┏━━

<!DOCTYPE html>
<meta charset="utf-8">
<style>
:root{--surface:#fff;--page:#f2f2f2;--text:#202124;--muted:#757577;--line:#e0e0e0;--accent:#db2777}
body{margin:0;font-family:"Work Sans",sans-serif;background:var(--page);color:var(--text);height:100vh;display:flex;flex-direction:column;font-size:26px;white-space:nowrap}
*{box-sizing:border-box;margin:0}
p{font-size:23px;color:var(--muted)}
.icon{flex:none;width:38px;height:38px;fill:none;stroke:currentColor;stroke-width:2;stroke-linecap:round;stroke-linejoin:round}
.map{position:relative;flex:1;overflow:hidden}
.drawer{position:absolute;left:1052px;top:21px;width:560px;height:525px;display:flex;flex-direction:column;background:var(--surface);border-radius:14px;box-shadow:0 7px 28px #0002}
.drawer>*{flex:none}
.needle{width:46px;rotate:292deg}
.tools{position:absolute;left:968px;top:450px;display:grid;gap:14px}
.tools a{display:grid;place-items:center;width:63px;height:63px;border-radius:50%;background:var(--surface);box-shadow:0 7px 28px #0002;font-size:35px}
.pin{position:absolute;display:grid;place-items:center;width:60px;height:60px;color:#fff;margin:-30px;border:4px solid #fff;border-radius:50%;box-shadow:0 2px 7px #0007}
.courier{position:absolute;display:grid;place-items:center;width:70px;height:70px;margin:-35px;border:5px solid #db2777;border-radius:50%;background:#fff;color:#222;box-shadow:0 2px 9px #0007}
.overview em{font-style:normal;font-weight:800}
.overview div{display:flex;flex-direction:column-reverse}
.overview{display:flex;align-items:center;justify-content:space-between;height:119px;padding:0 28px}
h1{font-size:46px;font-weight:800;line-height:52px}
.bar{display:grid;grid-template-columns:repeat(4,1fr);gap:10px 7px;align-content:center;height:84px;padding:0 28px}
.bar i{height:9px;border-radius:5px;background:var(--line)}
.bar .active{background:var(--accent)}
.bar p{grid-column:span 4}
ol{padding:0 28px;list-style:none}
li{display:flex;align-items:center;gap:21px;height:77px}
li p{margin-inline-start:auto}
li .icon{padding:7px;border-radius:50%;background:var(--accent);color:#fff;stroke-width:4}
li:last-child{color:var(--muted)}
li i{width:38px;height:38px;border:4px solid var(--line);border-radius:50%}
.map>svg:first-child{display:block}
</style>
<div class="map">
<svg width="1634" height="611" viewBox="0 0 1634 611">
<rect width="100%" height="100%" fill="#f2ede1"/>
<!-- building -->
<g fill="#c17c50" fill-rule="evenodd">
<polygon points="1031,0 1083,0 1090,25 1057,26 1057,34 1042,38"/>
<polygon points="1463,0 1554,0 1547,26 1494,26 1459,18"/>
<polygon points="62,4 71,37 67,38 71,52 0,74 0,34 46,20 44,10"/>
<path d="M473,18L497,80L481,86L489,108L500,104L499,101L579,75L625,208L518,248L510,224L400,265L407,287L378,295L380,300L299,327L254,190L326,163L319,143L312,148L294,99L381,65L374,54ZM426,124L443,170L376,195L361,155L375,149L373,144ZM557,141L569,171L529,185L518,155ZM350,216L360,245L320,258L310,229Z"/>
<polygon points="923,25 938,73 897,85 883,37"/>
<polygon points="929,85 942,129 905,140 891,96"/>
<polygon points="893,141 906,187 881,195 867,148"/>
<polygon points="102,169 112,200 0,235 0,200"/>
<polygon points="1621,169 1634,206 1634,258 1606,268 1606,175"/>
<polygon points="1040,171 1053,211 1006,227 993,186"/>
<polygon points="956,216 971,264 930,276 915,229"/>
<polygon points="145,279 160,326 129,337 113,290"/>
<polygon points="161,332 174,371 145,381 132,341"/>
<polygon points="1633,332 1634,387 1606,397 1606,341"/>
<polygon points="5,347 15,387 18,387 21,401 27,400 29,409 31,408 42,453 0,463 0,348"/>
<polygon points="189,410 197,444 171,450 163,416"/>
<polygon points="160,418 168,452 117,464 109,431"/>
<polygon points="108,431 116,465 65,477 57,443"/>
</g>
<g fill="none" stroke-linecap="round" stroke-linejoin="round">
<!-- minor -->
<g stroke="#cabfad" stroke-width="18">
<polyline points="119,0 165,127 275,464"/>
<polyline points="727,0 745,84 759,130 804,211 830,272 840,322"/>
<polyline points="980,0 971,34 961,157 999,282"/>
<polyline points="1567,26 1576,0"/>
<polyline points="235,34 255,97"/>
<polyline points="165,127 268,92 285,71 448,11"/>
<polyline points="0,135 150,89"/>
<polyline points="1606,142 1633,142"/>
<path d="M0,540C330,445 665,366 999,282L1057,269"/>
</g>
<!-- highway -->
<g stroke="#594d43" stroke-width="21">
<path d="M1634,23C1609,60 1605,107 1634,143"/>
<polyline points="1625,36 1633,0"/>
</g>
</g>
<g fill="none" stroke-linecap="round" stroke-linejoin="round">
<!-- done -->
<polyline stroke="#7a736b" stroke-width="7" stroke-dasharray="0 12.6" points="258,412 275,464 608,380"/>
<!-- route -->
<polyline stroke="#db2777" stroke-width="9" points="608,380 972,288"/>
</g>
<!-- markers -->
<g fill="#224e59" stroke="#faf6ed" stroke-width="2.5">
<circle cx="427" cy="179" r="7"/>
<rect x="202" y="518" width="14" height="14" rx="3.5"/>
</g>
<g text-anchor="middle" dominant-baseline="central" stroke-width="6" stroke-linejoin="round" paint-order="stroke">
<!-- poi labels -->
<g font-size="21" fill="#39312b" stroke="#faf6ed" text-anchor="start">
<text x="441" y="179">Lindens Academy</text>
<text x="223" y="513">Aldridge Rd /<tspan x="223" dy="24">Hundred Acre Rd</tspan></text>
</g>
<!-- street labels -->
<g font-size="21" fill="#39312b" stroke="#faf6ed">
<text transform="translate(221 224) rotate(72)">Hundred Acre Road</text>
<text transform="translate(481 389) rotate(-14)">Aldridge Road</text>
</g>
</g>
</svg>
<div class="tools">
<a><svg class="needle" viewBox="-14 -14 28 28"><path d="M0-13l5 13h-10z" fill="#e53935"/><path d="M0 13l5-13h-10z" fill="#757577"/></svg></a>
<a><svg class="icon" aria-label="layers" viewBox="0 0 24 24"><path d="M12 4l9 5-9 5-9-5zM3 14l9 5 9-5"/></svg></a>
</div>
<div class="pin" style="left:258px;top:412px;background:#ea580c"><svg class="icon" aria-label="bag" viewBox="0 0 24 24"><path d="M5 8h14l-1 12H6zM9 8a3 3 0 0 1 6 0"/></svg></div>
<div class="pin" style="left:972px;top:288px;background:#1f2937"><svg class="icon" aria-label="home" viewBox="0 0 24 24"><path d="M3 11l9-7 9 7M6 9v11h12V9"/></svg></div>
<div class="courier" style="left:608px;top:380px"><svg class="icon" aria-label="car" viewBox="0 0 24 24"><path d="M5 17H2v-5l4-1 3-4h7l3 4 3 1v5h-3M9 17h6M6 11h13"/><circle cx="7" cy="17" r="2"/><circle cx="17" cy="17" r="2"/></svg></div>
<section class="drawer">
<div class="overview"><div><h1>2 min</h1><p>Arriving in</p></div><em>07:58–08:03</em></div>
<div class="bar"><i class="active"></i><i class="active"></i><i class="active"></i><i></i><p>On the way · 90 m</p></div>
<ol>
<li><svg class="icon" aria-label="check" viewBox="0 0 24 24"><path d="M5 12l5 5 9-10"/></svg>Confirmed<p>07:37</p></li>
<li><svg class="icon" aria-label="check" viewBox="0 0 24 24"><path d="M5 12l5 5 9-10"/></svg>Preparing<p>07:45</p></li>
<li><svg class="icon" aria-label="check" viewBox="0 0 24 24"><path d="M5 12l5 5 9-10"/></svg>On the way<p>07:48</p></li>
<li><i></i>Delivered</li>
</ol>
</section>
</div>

┗━━

**Task to complete:** Where the word "items" shows up in a line of the entries above, copy that line.

**Exercise response:**
.tools a{display:grid;place-items:center;width:63px;height:63px;border-radius:50%;background:var(--surface);box-shadow:0 7px 28px #0002;font-size:35px}
.pin{position:absolute;display:grid;place-items:center;width:60px;height:60px;color:#fff;margin:-30px;border:4px solid #fff;border-radius:50%;box-shadow:0 2px 7px #0007}
.courier{position:absolute;display:grid;place-items:center;width:70px;height:70px;margin:-35px;border:5px solid #db2777;border-radius:50%;background:#fff;color:#222;box-shadow:0 2px 9px #0007}
.overview{display:flex;align-items:center;justify-content:space-between;height:119px;padding:0 28px}
li{display:flex;align-items:center;gap:21px;height:77px}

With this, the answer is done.